Last month, we revisited the fundamentals of refrigeration. That article established the thermodynamic foundation HVACR professionals rely on every day — how heat differs from temperature, why heat naturally moves from hot to cold, and how refrigerants exploit phase changes to absorb and reject large amounts of energy efficiently. It also introduced critical concepts such as saturation, superheat, and subcooling, which describe the refrigerant’s condition throughout the cycle.

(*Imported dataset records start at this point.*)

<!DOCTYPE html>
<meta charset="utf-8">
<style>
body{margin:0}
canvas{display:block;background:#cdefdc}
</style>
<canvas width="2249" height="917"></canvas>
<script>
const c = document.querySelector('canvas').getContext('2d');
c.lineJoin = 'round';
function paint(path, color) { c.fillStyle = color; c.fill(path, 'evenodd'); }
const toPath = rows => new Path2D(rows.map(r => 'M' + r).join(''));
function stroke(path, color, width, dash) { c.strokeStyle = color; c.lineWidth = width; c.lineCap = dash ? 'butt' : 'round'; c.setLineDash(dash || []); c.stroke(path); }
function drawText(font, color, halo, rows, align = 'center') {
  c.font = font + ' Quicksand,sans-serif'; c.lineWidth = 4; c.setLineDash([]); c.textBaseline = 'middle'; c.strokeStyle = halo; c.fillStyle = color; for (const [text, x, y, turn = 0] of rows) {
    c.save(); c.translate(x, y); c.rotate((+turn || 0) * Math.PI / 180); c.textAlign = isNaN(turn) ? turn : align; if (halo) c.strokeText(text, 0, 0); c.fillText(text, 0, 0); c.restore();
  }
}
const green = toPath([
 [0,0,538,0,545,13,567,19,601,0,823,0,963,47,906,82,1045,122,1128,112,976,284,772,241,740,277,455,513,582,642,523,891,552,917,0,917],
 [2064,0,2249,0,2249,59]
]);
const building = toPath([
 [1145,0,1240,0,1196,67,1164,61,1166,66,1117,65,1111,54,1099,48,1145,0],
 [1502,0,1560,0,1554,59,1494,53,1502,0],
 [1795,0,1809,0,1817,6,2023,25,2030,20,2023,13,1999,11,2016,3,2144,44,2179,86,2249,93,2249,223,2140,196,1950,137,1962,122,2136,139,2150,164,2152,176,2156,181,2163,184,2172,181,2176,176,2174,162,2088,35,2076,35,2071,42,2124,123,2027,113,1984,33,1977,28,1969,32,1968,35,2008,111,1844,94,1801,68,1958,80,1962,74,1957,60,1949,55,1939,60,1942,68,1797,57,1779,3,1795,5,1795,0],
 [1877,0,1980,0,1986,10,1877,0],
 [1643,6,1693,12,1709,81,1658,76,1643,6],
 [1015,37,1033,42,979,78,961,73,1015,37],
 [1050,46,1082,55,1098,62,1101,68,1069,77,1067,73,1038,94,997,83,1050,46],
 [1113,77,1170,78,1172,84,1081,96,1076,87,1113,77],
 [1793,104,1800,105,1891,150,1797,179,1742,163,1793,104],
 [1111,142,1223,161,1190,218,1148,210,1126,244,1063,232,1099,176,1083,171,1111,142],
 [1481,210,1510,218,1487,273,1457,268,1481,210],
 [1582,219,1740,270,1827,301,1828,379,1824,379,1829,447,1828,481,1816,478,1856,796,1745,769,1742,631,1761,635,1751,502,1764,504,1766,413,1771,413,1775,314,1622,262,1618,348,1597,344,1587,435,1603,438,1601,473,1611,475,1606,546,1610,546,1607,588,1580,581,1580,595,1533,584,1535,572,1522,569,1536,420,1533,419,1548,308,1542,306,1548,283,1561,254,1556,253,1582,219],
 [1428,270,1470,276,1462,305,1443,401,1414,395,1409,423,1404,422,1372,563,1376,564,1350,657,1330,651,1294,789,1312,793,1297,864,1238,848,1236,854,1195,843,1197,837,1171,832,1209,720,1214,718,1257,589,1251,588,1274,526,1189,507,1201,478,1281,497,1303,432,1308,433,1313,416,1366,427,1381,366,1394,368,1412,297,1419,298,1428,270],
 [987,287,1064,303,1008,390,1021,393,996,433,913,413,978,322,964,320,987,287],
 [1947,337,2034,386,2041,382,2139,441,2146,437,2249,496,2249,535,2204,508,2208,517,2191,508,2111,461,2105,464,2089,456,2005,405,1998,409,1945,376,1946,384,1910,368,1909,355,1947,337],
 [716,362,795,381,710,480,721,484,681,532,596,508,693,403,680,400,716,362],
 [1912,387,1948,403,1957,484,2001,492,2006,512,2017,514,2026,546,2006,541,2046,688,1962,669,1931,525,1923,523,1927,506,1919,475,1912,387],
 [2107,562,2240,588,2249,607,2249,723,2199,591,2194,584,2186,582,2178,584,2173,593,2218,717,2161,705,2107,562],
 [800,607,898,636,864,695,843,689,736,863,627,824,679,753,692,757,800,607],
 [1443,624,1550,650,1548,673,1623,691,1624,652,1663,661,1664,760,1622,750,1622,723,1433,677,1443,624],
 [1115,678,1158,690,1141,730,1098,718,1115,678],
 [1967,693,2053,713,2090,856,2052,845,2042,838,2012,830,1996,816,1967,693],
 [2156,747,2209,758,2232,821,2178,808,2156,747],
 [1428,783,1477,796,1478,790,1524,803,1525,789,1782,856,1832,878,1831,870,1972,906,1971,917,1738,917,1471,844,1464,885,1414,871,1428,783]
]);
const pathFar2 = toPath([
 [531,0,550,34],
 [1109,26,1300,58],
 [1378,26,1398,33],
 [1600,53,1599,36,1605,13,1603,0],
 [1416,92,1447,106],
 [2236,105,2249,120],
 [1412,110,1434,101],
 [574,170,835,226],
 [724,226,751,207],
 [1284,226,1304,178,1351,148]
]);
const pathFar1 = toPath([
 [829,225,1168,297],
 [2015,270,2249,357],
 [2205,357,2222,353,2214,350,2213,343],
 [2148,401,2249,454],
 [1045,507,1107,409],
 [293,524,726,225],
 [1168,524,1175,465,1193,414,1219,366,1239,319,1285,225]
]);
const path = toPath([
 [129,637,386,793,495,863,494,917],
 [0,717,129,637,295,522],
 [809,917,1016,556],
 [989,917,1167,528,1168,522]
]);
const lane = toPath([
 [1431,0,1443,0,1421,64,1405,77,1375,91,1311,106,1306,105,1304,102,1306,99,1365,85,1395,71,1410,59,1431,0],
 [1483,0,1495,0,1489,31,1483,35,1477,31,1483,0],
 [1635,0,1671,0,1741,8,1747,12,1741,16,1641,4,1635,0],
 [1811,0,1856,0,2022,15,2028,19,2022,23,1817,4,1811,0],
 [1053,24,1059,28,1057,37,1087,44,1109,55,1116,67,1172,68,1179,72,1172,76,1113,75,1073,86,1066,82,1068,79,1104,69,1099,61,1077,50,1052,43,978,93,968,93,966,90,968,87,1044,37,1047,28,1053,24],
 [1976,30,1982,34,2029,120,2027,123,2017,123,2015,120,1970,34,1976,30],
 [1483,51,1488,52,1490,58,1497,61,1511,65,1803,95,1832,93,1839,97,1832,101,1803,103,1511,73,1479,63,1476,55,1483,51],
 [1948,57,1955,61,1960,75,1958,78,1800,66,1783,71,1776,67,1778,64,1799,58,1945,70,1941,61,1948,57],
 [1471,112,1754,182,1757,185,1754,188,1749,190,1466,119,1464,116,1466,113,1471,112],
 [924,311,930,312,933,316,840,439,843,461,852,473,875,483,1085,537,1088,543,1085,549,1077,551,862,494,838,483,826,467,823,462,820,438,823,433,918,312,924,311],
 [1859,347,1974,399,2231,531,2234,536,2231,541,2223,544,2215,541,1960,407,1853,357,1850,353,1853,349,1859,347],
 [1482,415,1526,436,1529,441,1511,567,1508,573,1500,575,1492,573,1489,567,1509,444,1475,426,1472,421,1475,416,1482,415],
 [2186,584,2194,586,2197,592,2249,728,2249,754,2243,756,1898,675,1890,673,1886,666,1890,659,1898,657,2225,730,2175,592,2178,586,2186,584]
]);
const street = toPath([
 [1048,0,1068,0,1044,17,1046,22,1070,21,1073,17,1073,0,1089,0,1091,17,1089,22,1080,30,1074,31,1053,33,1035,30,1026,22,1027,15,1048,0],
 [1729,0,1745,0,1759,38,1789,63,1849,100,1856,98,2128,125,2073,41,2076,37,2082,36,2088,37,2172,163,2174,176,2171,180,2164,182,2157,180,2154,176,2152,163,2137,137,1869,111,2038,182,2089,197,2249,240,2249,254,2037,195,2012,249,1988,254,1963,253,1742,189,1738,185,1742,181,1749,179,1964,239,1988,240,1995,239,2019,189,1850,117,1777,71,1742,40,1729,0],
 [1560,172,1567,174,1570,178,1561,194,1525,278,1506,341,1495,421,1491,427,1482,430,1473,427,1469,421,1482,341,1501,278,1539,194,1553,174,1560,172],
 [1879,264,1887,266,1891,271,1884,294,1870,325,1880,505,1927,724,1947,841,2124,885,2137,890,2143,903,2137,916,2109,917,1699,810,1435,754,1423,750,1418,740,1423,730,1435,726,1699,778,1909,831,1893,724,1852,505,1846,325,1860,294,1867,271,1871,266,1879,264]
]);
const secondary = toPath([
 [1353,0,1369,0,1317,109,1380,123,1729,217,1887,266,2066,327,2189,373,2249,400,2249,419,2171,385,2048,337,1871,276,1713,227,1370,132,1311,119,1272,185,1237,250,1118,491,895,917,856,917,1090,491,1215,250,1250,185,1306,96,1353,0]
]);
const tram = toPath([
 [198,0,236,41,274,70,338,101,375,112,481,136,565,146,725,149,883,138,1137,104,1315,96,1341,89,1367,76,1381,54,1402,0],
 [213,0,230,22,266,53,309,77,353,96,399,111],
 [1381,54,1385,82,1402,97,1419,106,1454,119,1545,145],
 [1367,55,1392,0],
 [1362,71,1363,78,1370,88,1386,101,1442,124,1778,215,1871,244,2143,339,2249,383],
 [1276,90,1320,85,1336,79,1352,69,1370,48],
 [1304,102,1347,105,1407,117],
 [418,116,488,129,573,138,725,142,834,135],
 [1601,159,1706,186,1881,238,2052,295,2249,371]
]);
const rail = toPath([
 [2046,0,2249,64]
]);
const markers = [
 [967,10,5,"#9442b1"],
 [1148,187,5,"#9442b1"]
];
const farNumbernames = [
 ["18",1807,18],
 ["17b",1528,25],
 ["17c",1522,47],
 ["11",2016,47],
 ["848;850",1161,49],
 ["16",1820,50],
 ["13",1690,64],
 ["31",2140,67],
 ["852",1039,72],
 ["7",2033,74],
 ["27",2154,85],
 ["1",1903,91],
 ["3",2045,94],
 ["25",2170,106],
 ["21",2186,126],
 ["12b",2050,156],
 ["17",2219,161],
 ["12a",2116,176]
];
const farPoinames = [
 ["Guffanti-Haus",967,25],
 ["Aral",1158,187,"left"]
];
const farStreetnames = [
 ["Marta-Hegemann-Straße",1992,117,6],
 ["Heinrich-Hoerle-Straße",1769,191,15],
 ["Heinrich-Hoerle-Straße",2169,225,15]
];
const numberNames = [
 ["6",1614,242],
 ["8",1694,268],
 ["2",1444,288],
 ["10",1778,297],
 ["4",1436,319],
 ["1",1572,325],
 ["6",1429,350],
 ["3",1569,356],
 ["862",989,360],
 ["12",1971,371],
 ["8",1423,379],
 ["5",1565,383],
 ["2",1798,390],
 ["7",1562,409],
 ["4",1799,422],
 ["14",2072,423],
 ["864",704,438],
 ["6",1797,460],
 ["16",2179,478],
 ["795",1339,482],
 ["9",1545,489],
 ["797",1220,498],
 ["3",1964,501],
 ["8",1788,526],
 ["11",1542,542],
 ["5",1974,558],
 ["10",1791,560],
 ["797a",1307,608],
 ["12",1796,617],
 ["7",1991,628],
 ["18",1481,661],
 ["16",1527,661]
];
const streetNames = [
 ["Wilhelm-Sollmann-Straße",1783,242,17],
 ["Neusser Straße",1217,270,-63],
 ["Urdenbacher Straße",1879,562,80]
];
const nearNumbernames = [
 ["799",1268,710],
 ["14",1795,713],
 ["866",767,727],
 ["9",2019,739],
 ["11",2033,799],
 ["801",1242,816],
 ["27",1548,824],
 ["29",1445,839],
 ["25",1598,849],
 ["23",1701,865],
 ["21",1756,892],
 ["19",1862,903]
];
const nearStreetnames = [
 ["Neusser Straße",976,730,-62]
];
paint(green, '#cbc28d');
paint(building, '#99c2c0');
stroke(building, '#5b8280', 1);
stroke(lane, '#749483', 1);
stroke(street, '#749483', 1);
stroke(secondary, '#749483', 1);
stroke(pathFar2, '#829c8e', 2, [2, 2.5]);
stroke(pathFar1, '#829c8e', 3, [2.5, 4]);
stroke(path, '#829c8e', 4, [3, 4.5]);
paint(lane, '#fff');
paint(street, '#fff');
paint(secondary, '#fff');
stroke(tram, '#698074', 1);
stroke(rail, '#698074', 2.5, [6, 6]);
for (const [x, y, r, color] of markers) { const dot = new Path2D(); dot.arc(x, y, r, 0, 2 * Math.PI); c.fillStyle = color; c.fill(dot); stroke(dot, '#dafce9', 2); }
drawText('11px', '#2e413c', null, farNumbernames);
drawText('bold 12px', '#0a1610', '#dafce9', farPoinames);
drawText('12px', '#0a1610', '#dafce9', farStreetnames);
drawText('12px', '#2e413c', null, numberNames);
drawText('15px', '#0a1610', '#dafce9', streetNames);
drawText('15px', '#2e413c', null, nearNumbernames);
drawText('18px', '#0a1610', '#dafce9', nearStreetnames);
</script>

With those principles in place, this next article shifts the focus from theory to hardware, breaking down the key components that make the vapor-compression refrigeration cycle work in real-world HVACR systems.
Vapor-Compression Refrigeration Cycle Components
As said before, there are four elements of the vapor-compression refrigeration cycle:
● Increasing pressure
● Rejecting heat (+ condensing)
● Decreasing pressure
● Absorbing heat (+ vaporizing)
Turns out that the four main components of the refrigerant circuit perform one of these functions each.
Increasing Pressure: Compressor
When people talk about the compressor, they often call it the heart of the refrigerant circuit. It’s actually quite an apt metaphor; the compressor pumps the refrigerant from the low-pressure side of the system to the high-pressure side, just as your heart takes in oxygen-poor blood and pumps oxygen-rich blood. Just as there would be no blood circulation without the heart, there would also be no refrigeration without the compressor to provide that pressure differential.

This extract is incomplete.